-------- Data for this exercise --------

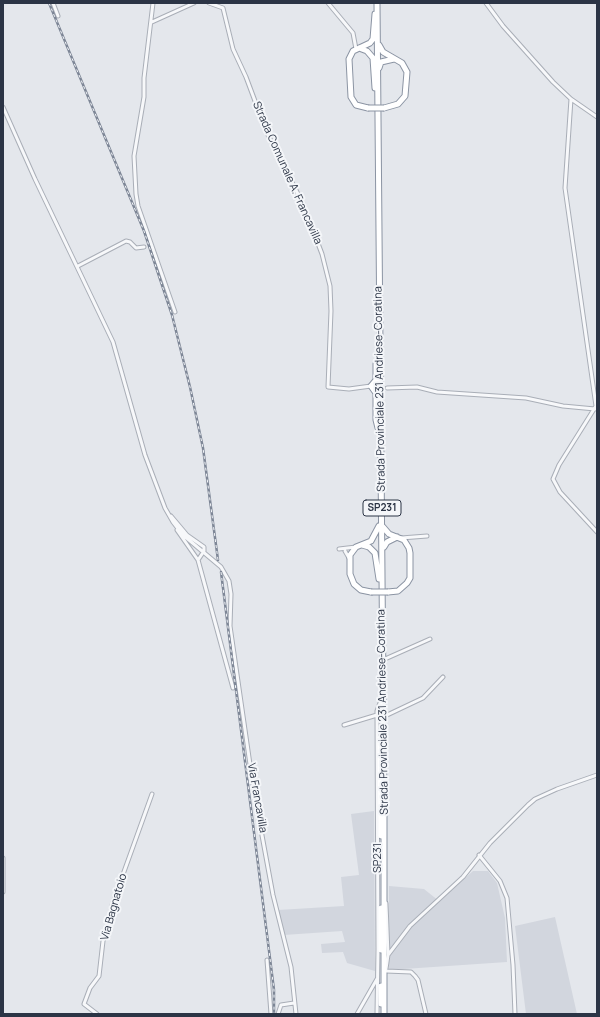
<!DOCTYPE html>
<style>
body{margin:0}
#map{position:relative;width:600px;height:1017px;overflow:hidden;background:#e4e7ec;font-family:Manrope,sans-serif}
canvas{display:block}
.frame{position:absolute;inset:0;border:4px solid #2b3445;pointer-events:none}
</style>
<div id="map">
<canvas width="600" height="1017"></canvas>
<div class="frame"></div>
</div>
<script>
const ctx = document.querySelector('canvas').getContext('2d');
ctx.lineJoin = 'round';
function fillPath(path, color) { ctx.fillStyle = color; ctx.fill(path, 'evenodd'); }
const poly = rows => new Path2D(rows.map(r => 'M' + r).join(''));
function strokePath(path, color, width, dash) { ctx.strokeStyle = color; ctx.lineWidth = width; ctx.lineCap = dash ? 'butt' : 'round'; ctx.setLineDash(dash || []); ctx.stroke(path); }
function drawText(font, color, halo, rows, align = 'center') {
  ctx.font = font + ' Manrope,sans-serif'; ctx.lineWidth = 4; ctx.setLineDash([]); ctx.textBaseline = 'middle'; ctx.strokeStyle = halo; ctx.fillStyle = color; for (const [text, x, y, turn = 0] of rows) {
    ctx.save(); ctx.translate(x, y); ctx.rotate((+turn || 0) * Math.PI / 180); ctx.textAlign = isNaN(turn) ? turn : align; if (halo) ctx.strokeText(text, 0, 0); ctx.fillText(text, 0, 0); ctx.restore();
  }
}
fillPath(poly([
 [374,811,375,971,347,963,343,952,322,953,321,944,345,942,342,931,284,935,278,910,344,906,341,877,359,875,351,814],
 [473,871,488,871,497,883,505,918,507,962,389,970,389,886,424,889,439,901],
 [555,917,577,1014,526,1014,515,926]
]), '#d2d6de');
const minor = poly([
 [53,3,58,16],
 [153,3,144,78,144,97,134,156,136,194,138,206,175,312],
 [209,3,223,8,233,49,246,77,267,133,303,204,322,254,330,286,331,311,328,387,349,389,371,386],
 [328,3,353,33,356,49],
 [486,3,503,26,553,82,571,99,597,117],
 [152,22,194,3],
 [571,99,565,188,596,406,559,465,553,479,560,492,597,532],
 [3,107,35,179,113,342,145,455,165,508,173,522,183,535,221,567,229,581,231,594,230,626,254,792,273,895,291,967,296,1014],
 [78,266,126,241,130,242,136,248,144,247],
 [387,388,417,387,437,392,526,398,563,406,595,409],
 [171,516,187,535,204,547,204,551],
 [177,530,198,560,233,688],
 [401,538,427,536],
 [339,549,356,547],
 [345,551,349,558],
 [198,560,202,554],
 [385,659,430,639],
 [385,716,423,698,443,677],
 [344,725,377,715],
 [479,855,500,881,507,898,513,965,515,1014],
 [3,858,3,892],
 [386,903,388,955],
 [267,960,271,1014],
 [386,969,388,955,410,926,463,877,490,843,528,805,535,799,557,789,597,775],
 [386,971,411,972,415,976,418,980,426,1014],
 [97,1014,84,1004,90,988,99,976,103,941,110,922,112,905,152,794],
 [278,1014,281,1005,294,1003],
 [357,1014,377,979],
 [377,1014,378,950,377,711,380,703]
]);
const highway = poly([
 [377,3,384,804,384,1014],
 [379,45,383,52,402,63,407,72,405,96,398,104,384,108],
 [359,48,367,51,373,58,375,88],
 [379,68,381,62,394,59],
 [368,108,356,105,351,97,349,59,353,51,370,43,373,39,375,14],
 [378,361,376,364,376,380,371,386,376,393,376,420,378,428],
 [383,527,389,534,404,540,409,548,410,553,410,578,407,583,398,591,388,592],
 [362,545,369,547,375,553,379,579],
 [384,547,387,542,397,537],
 [371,592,361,590,354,584,350,574,350,555,356,547,371,541,379,526],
 [380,738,381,836],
 [381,908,381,950],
 [381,1004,381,986]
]);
strokePath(minor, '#a9aeb7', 5);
strokePath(highway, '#8b94a3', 7);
strokePath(minor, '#f7f8fa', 3);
strokePath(highway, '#fff', 5);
const rail = poly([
 [49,3,144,231,172,315,190,387,203,448,218,560],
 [221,572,274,990,274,1014]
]);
strokePath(rail, '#7d8696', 2.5);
strokePath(rail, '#f4f6f9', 1, [3]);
const highwayBridge = poly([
 [368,108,384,108],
 [371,592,388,592]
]);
strokePath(highwayBridge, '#8b94a3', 7, []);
strokePath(highwayBridge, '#fff', 5);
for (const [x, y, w] of [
 [382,508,38]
]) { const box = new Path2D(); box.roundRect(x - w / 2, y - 8, w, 16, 3); ctx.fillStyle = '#f4f6f9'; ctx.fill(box); strokePath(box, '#2b3445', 1); }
drawText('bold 10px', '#2b3445', null, [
 ["SP231",382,508]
]);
drawText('11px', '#2b3445', '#f4f6f9', [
 ["Strada Comunale A. Francavilla",287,173,66],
 ["Strada Provinciale 231 Andriese-Coratina",380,389,-91],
 ["Strada Provinciale 231 Andriese-Coratina",383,712,-91],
 ["Via Francavilla",257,798,80],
 ["SP231",378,858,-90],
 ["Via Bagnatoio",114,907,-74]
]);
</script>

--------

**Exercise goal**.
Copy out the lines above exactly, beginning at the one that contains "const poly = rows" and ending at the one that contains "ctx.font = font".

**Written answer**.
const poly = rows => new Path2D(rows.map(r => 'M' + r).join(''));
function strokePath(path, color, width, dash) { ctx.strokeStyle = color; ctx.lineWidth = width; ctx.lineCap = dash ? 'butt' : 'round'; ctx.setLineDash(dash || []); ctx.stroke(path); }
function drawText(font, color, halo, rows, align = 'center') {
  ctx.font = font + ' Manrope,sans-serif'; ctx.lineWidth = 4; ctx.setLineDash([]); ctx.textBaseline = 'middle'; ctx.strokeStyle = halo; ctx.fillStyle = color; for (const [text, x, y, turn = 0] of rows) {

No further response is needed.